I repeated and reiterated my concerns to Kirsten’s doctor at the New England Rehabilitation Hospital the day she was transferred there. Again it was argued that Kirsten should remain on Levetiracetam to reduce the risk of a catastrophic seizure. And again I agreed. However, the side effects of Levetiracetam meant that Kirsten would be more tired and confused that she would otherwise, which would prolong her recovery. It was decided, after discussing it with Kirsten, that the dosage would be reduced by a third. It was a small victory.
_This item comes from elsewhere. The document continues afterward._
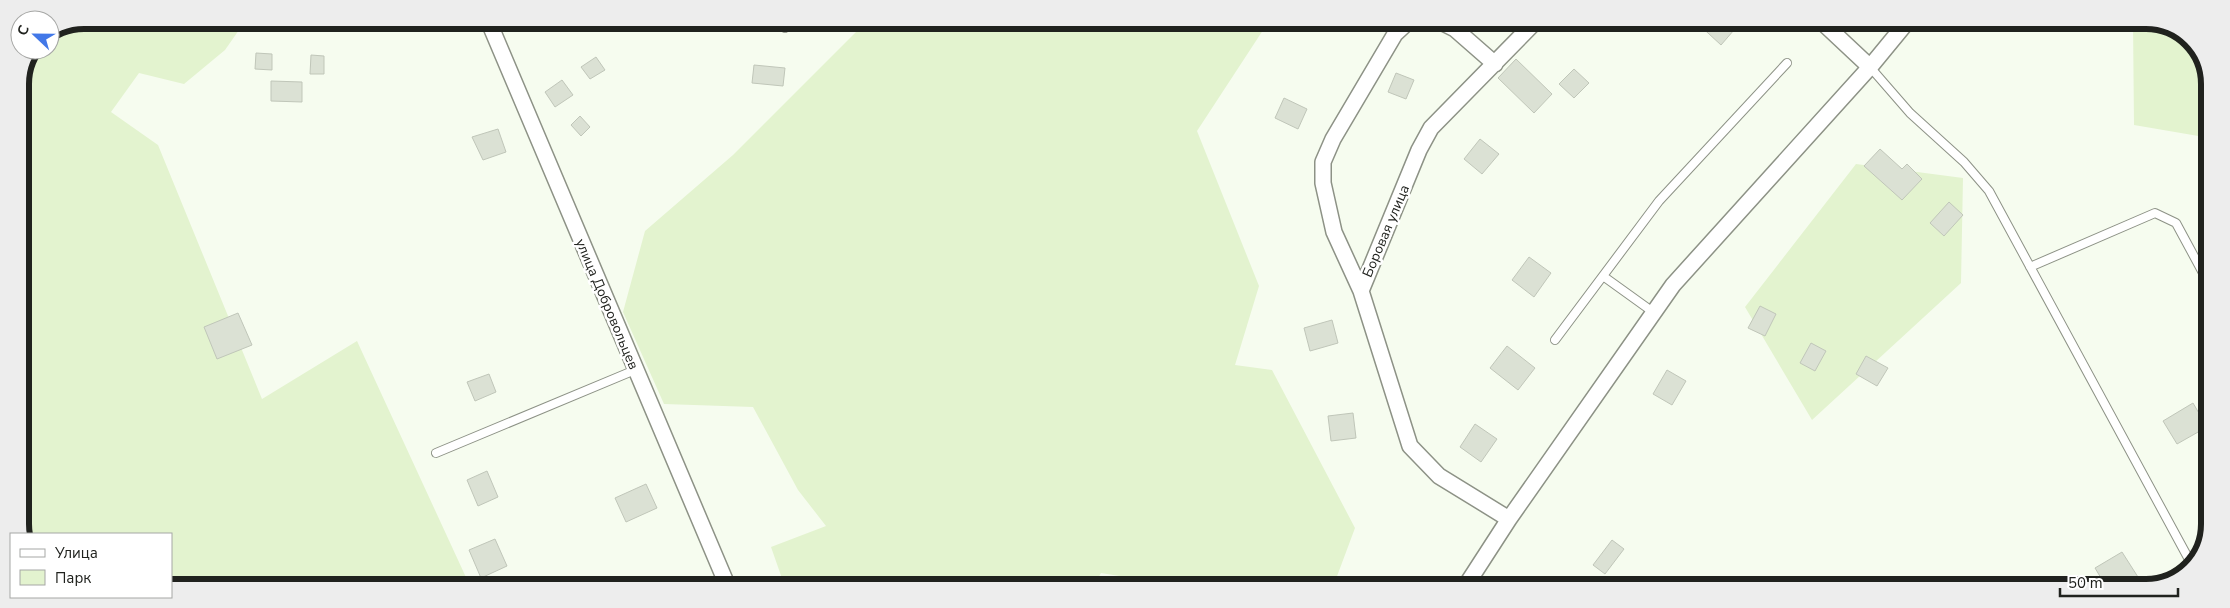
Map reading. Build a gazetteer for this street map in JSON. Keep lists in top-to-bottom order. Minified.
{"streets":{"street":["Боровая улица","улица Добровольцев"]},"legend":["Улица","Парк"],"scale_bar":"50 m","north":"left"}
Today we visited Dr. Dolan, her neurologist. After asking her some basic questions to determine neurological health, he told us that not only did he not think Kirsten had a seizure, but that putting her on Levetiracetam would not have been the preferred solution if she had. That drug, he said, only works 50% of the time for 50% of the patients who take it. The likely cause of her episodes of delirium, he said, was high levels of cortisol, and the best way to prevent another seizure, if there was any risk of it at all, was to get the endocrine imbalances under control and normalized. As evidence, he said, the episodes decreased in frequency and intensity as her levels of cortisol were normalized. He said Kirsten should stay on Levetiracetam to keep her neurosurgeon happy, but to call him when the neck brace comes off so he could advise us on a titration plan. Then follow up with him in six months.
Kirsten’s brain is just fine. She is not, nor ever has been, an epileptic. It feels very good to finally be validated. It should have been obvious. There is an important lesson here for everybody, but especially those people who work in a field of science (I count medical professionals among these): go with the explanation that is most consistent with the evidence, and don’t rely heavily on one person’s description, regardless of how much training they’ve had. When it comes to evidence, eye-witness testimony is notoriously weak and unreliable. Occam’s razor should not be casually dismissed. The most likely explanation is usually correct.
Kirsten was an epileptic for less time than she was a diabetic. I am thankful for that.
She’s getting around now without her walker, and walked with assistance down and up our stairs without resting in the middle. I wash her hair and change the pads on her neck collar a couple times each week. She pushes harder than I think she should, but her dedication to normalcy is paying off.